Once considered a dangerous terrorist by the Bush administration, Mr. Hamdan was convicted only on lesser charges in August and given what amounted to a four-month sentence by a military jury. At that time, a military judge gave Mr. Hamdan credit for at least the 61 months he was held after being charged, reducing his sentence to a matter of months. The verdict was a sharp setback for Pentagon officials, who had contended they could detain him indefinitely.I fully expect him to be lost by the Yemeni authorities, who have had serious problems holding on to al Qaeda thugs, and we'll be hearing more about Hamdan in the years to come. Hopefully, it wont be because he's carried out a mass casualty attack somewhere, but because he was taken out in airstrikes before such an attack occurs.
“The Yemeni government is very pleased by the announcement to transfer the Yemeni detainee Saleh Ahmed bin Hamdan,” said Mohammed al Basha, a spokesman for the Yemeni Embassy in Washington. “We hope that this will be a positive first step to the transfer of the remaining detainees.”
The decision avoids what could have been a difficult issue for President-elect Barack Obama, who has said he wants to close the United States military prison in Cuba.

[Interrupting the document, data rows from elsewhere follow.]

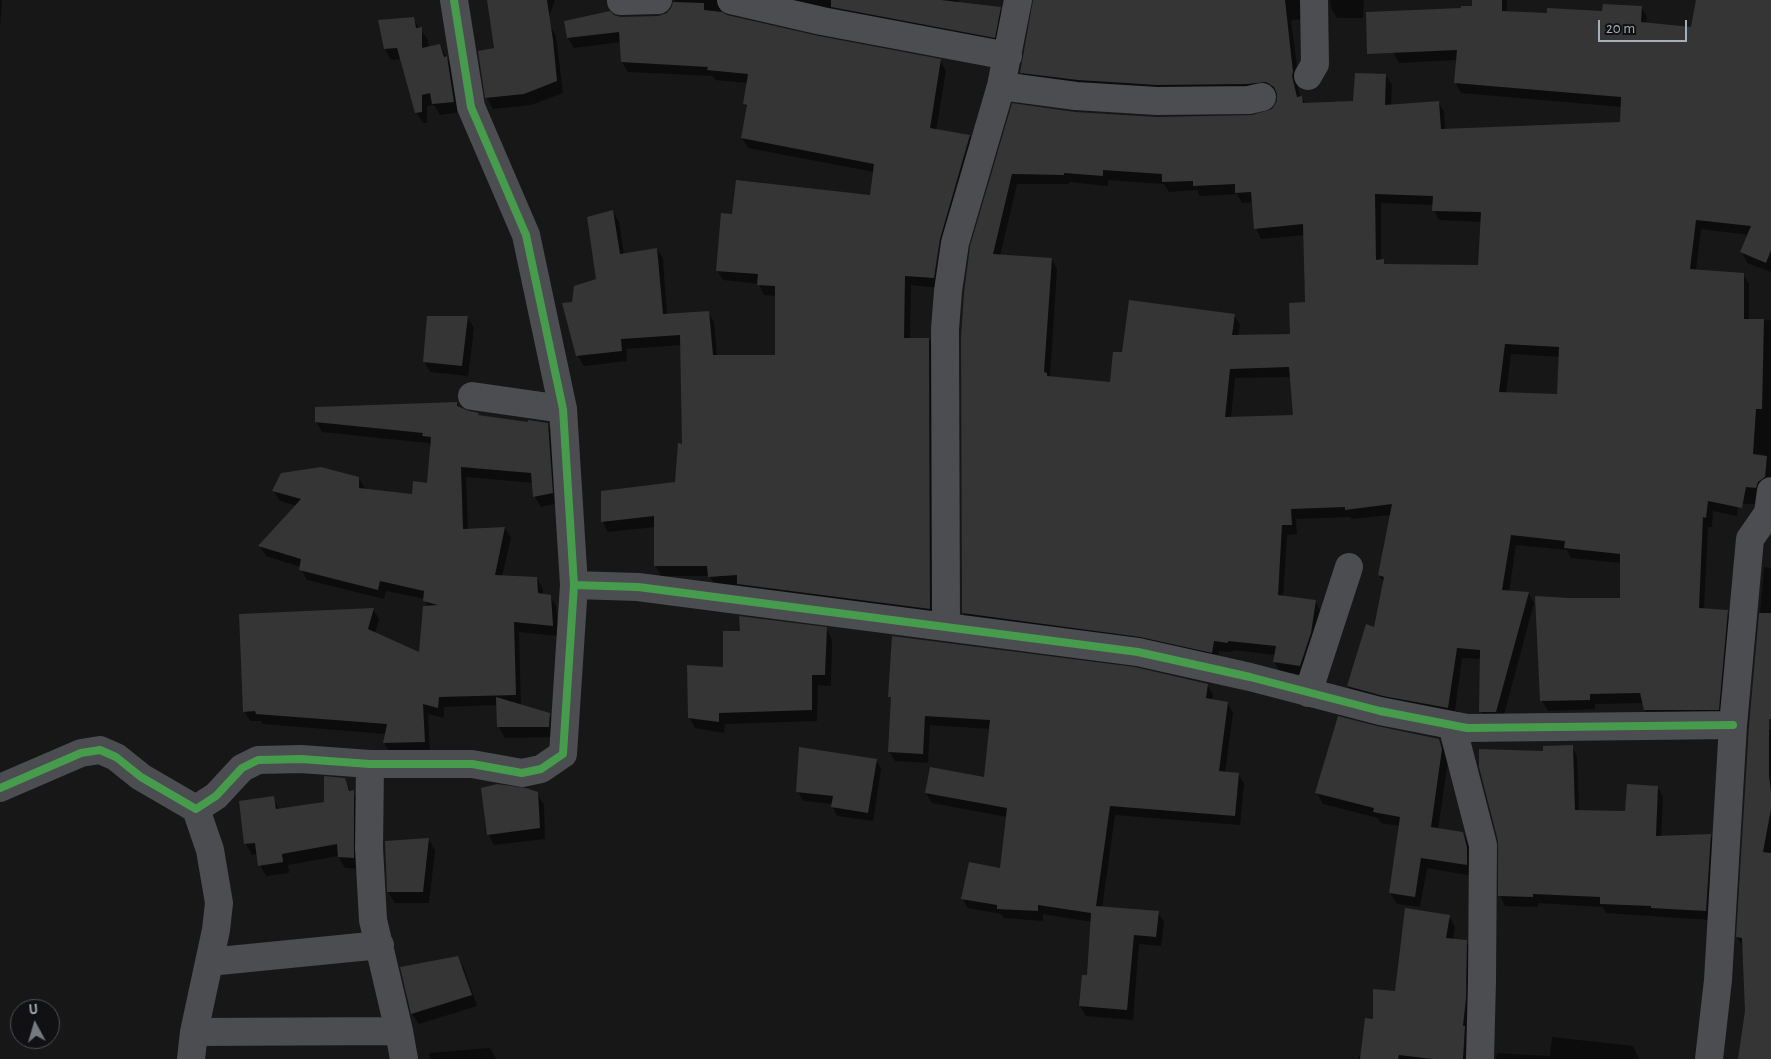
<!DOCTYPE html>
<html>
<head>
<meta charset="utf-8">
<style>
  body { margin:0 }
  #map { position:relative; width:1771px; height:1059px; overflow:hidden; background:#171717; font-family:"Alegreya Sans",sans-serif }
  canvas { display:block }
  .north { position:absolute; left:10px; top:999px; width:50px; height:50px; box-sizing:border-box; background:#111113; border:1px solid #4d5055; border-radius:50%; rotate:354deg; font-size:14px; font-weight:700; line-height:20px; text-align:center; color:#a8aeb8 }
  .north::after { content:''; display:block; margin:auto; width:18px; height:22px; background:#757980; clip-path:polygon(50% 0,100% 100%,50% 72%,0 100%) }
  .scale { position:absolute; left:1598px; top:20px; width:89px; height:22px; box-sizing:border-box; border:2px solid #a8aeb8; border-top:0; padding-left:6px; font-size:15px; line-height:18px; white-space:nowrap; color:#a8aeb8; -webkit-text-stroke:4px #111113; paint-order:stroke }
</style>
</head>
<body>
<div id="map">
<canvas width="1771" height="1059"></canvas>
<div class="north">U</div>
<div class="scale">20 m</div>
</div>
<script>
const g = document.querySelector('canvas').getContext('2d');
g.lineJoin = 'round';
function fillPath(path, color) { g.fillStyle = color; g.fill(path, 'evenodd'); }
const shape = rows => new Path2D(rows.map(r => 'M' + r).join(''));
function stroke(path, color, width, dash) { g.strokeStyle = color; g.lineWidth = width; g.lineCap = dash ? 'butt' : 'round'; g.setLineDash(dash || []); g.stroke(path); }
const shadow = shape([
  [0,0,2,0,0,28],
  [489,0,555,0,546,26,550,25,556,36,563,93,531,105,493,109,487,98,479,52,496,49],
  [675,0,725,0,721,8,721,13,727,16,818,37,940,60,946,71,936,131,970,136,975,147,939,288,911,285,910,339,929,339,935,349,935,619,744,594,739,585,715,587,710,576,661,576,656,566,655,527,608,532,603,522,676,483,683,445,681,345,626,349,627,361,584,366,578,356,564,304,573,303,597,280,613,212,619,222,624,255,657,249,663,259,667,315,708,312,714,322,717,356,776,357,776,296,764,295,759,284,723,280,717,270,733,215,871,196,874,172,748,148,742,138,748,109,744,104,747,83,715,80,713,76,628,72,622,62,621,42,574,48,568,38,613,16,621,18,659,17,666,15,673,8],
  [764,0,959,0,959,3,1000,9,1006,19,1000,47],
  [1034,0,1308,0,1304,19,1291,20,1299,83,1298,87,1300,97,1302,97,1306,105,1355,102,1386,75,1392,85,1391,106,1438,102,1444,112,1445,130,1621,123,1622,107,1461,93,1455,82,1457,60,1399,63,1393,52,1473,7,1473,0,1507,0,1507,13,1548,14,1604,12,1641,7,1647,17,1646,24,1692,28,1750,0,1771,0,1771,272,1747,263,1742,252,1749,235,1701,229,1696,270,1743,274,1749,284,1749,321,1771,320,1771,479,1760,504,1738,504,1737,516,1713,511,1712,527,1708,527,1704,610,1727,612,1733,622,1724,719,1651,720,1645,710,1644,703,1595,704,1595,709,1548,711,1542,701,1569,600,1622,600,1621,563,1571,558,1567,550,1516,545,1509,592,1528,593,1534,603,1502,722,1486,722,1481,712,1481,659,1462,658,1454,718,1354,696,1348,686,1375,628,1384,583,1379,575,1391,515,1352,519,1350,517,1296,519,1297,534,1287,535,1283,597,1315,601,1321,612,1306,675,1280,672,1274,661,1275,655,1233,650,1233,652,1219,651,1218,662,969,623,963,613,962,337,1013,105,1075,113,1157,118,1253,117,1273,110,1278,101,1278,95,1273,92,1027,83,1021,72],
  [1108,180,1164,184,1169,192,1197,190,1200,196,1237,194,1242,203,1253,202,1256,228,1261,239,1305,235,1306,304,1291,336,1238,337,1240,325,1234,315,1123,354,1111,383,1050,377,1057,269,1052,259,1000,256,1017,184,1069,184,1069,182,1108,186],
  [1381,203,1434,205,1434,210,1439,220,1481,222,1480,267,1386,265,1383,261,1381,261],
  [1511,354,1560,357,1559,396,1506,393],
  [1291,377,1294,416,1231,418,1235,378],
  [1330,0,1364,0,1363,18,1337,18,1331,8],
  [413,19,428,40,428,48,440,45,453,69,460,112,440,115,434,105,427,106,427,123,423,123,416,112,401,59,391,60,385,49],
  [467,317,474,328,468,376,430,372,424,361],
  [457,403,460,409,478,414,479,416,529,423,547,424,553,435,558,503,541,507,535,497,533,483,466,477,468,530,505,528,511,538,502,576,537,578,543,589,543,595,550,596,556,606,559,636,519,632,521,706,549,714,556,725,555,737,505,738,499,727,498,705,444,707,444,718,428,714,430,752,390,753,384,743,386,734,263,724,261,721,250,721,244,711,373,609,379,619,375,633,420,654,428,607,425,599,386,591,384,599,307,580,301,569,301,567,266,556,260,546,297,506,280,501,274,491,359,478,365,489,413,495,429,484,431,446,428,443,322,432,316,421],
  [1764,567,1771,568,1771,694,1754,683],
  [826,628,832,640,831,686,818,685,817,721,725,724,724,733,695,728,689,717],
  [1207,685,1213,695,1212,700,1227,703,1233,713,1225,773,1239,775,1244,784,1240,825,1115,815,1102,908,1158,912,1164,922,1161,946,1139,944,1133,1020,1086,1016,1080,1006,1088,976,1092,922,1043,914,1043,921,1004,918,1001,914,968,908,962,898,1001,869,1007,817,932,803,926,793,985,778,990,729,930,725,928,763,895,761,889,751,892,700,890,696],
  [1750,728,1771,730,1771,1059,1739,1059,1746,1011,1743,947,1737,937],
  [1439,740,1445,751,1448,761,1438,829,1463,833,1469,844,1473,876,1427,868,1420,907,1397,904,1390,893,1400,826,1381,823,1378,818,1323,804,1317,793],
  [1572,747,1577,756,1579,811,1626,813,1658,787,1663,797,1661,837,1710,835,1716,845,1711,920,1606,913,1603,907,1538,903,1538,907,1505,906,1500,896,1499,841,1545,752],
  [876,760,881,769,873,821,837,816,832,806,832,804,803,801,798,792],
  [344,779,351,792,353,792,360,803,360,869,345,868,338,856,288,865,289,873,266,876,260,865,258,854,252,855,246,844,240,803,273,798,279,809,325,803],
  [537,793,544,805,545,839,494,845,488,834],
  [429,840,435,851,429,903,395,903,388,892],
  [1449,916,1455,927,1453,940,1466,941,1472,952,1470,1059,1358,1059,1359,1056,1361,1057,1375,1021],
  [457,957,464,968,477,1006,419,1024,412,1014],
  [1552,1037,1633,1046,1639,1059,1496,1059,1497,1053,1550,1056],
  [490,1048,496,1059,430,1059,429,1053]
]);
const building = shape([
  [487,0,547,0,553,40,557,81,524,94,485,98,478,51,494,48],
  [831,0,941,0,1001,7,995,38,831,7],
  [1033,0,1285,0,1293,72,1292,76,1297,97,1302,96,1303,103,1353,101,1355,73,1386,74,1385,105,1439,101,1441,129,1620,122,1621,97,1454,83,1457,50,1367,54,1366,12,1461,8,1461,6,1472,6,1472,0,1502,0,1502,11,1547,13,1547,8,1602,11,1603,4,1642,6,1641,22,1691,27,1696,0,1771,0,1771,250,1766,263,1740,252,1751,226,1696,220,1690,269,1744,273,1744,319,1764,319,1762,409,1756,409,1753,454,1767,456,1765,477,1758,482,1756,488,1746,487,1742,508,1708,501,1706,518,1703,517,1699,608,1728,610,1719,710,1644,710,1640,693,1590,694,1590,700,1540,701,1535,596,1569,598,1620,598,1620,554,1564,548,1565,541,1511,535,1502,590,1529,592,1496,712,1479,712,1480,650,1457,648,1448,708,1383,696,1347,686,1366,624,1374,627,1384,577,1378,575,1392,504,1345,510,1345,507,1291,509,1292,525,1282,525,1278,595,1316,600,1311,633,1300,666,1273,662,1276,646,1228,641,1228,643,1214,641,1212,653,1140,637,962,613,961,337,964,293,970,246,1012,103,1075,112,1157,117,1252,115,1272,109,1277,101,1277,94,1274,87,1266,82,1247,84,1157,85,1078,80,1020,73],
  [1103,170,1162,174,1162,182,1193,181,1193,186,1235,184,1235,193,1251,192,1254,229,1303,224,1305,302,1289,303,1290,334,1232,335,1235,314,1129,300,1122,352,1113,352,1110,382,1047,376,1047,373,1044,372,1052,258,993,254,1012,174,1064,175,1064,173,1103,176],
  [1375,194,1433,196,1432,211,1481,212,1478,265,1384,264,1384,259,1376,260],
  [1505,344,1559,347,1557,394,1499,392],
  [1289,367,1293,415,1225,417,1230,369],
  [673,2,704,3,704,10,722,12,727,15,819,36,941,59,930,128,970,135,940,239,934,278,905,276,904,338,929,338,930,609,737,584,737,575,708,577,707,566,654,566,654,516,601,522,601,491,675,482,678,443,682,444,680,335,621,339,622,351,576,356,562,303,572,302,574,286,596,279,587,217,613,210,620,254,657,248,663,314,709,311,713,355,775,355,775,286,757,285,758,274,716,271,721,213,732,214,736,180,870,195,874,164,741,138,747,105,743,104,748,74,707,70,708,67,621,62,619,32,567,38,564,21,610,11,614,15,621,17,658,16,667,13,671,8],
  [414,17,416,28,422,27,422,48,440,44,444,57,447,56,454,102,432,104,430,93,422,95,422,112,415,113,397,48,384,49,378,20],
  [427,316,468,316,462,366,423,362],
  [457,402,457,406,469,411,479,413,478,415,528,422,528,420,548,423,553,493,533,497,531,473,461,467,463,529,505,527,495,575,537,577,538,593,551,595,553,626,514,622,516,695,439,697,438,708,423,704,425,742,383,743,387,724,256,714,255,711,243,712,239,614,374,608,368,629,419,652,423,606,438,605,423,601,424,591,380,581,378,590,299,570,301,559,258,546,301,499,272,491,281,473,321,467,359,477,359,488,412,494,413,481,427,483,431,437,422,436,423,433,315,422,315,407],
  [1759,613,1771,613,1771,719,1769,719,1769,776,1771,792,1771,809,1763,852,1771,853,1771,1059,1738,1059,1745,1011,1742,938,1736,937,1749,726],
  [739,616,827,627,825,675,812,675,812,710,719,713,719,722,688,718,687,665,723,667,723,631,740,631],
  [892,636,1135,667,1208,684,1206,698,1228,702,1219,771,1239,773,1235,816,1110,806,1096,906,1159,911,1156,937,1134,935,1127,1010,1079,1006,1082,975,1087,975,1091,913,1038,905,1038,911,997,909,997,905,961,899,969,862,1000,868,1007,808,925,793,930,767,984,777,990,720,925,716,923,754,888,752,891,697,888,697],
  [496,697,550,713,549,727,497,727],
  [1338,716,1377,726,1439,739,1442,749,1431,827,1463,832,1467,847,1467,865,1421,858,1415,897,1389,893,1400,817,1373,812,1374,808,1315,793],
  [1573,745,1575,810,1625,811,1627,784,1658,786,1656,836,1711,834,1706,911,1651,908,1651,906,1600,904,1600,897,1533,894,1533,897,1498,896,1498,841,1479,767,1479,749,1543,751,1543,746],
  [799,747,877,759,868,813,831,807,833,796,796,792],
  [324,776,345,778,349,791,354,790,354,858,338,857,337,844,282,854,283,862,258,866,255,843,244,844,239,801,274,796,276,809,324,802],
  [497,784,526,788,538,792,540,828,487,835,481,788],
  [429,838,423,892,387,892,385,841],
  [1405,908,1450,915,1446,938,1467,940,1466,998,1463,1026,1465,1026,1463,1059,1433,1059,1399,1055,1398,1059,1360,1059,1365,1018,1373,1019,1373,989,1395,991],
  [458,956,472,995,411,1014,400,967]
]);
const minor = shape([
  [731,0,822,21,1008,56],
  [621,1,658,0],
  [1308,76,1315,64,1314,0],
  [1001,86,1076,96,1157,101,1249,100,1262,97],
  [472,396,563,409],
  [574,585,638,587,1138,652,1250,677,1380,711,1467,728,1733,725],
  [946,626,945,329,948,291,955,243,1001,86,1018,0],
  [1308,693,1349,567],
  [1452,725,1483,845,1482,981,1480,1059],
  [370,764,369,848,373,920,399,1031,404,1059],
  [0,788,81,753,100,750,116,757,141,777,196,809,216,796,242,768,258,760,301,759,370,764,472,764,522,773,541,769,563,754,574,585,563,409,526,235,471,107,454,0],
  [209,962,380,945],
  [194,1032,399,1031],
  [191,1059,194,1032,216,930,219,903,210,850,196,809],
  [1709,1059,1718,980,1733,725,1750,539,1768,513,1771,491]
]);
const cycleway = shape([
  [574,585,638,587,1138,652,1250,677,1380,711,1467,728,1733,725],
  [0,788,81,753,100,750,116,757,141,777,196,809,216,796,242,768,258,760,301,759,370,764,472,764,522,773,541,769,563,754,574,585,563,409,526,235,471,107,454,0]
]);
fillPath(shadow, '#0007');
fillPath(building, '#353536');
stroke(minor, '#4b4d50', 28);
stroke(cycleway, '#469c4c', 8);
</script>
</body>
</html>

Mr. Hamdan’s lawyers were preparing to fight the Pentagon’s assertion that he could be detained indefinitely, and Mr. Hamdan’s case could have been brought before the Supreme Court — for a second time.
Instead, Mr. Hamdan, who is about 40, will be held in a prison in Sana, the Yemeni capital, until Dec. 27 and then released to his wife and children under supervision, Mr. al Basha said.
I guess we'll get a real-world test as to whether he was really just a hack driver who was in the wrong place at the wrong time, or pulled the wool over the left's eyes and was really more involved in al Qaeda operations than he or his supporters ever let on.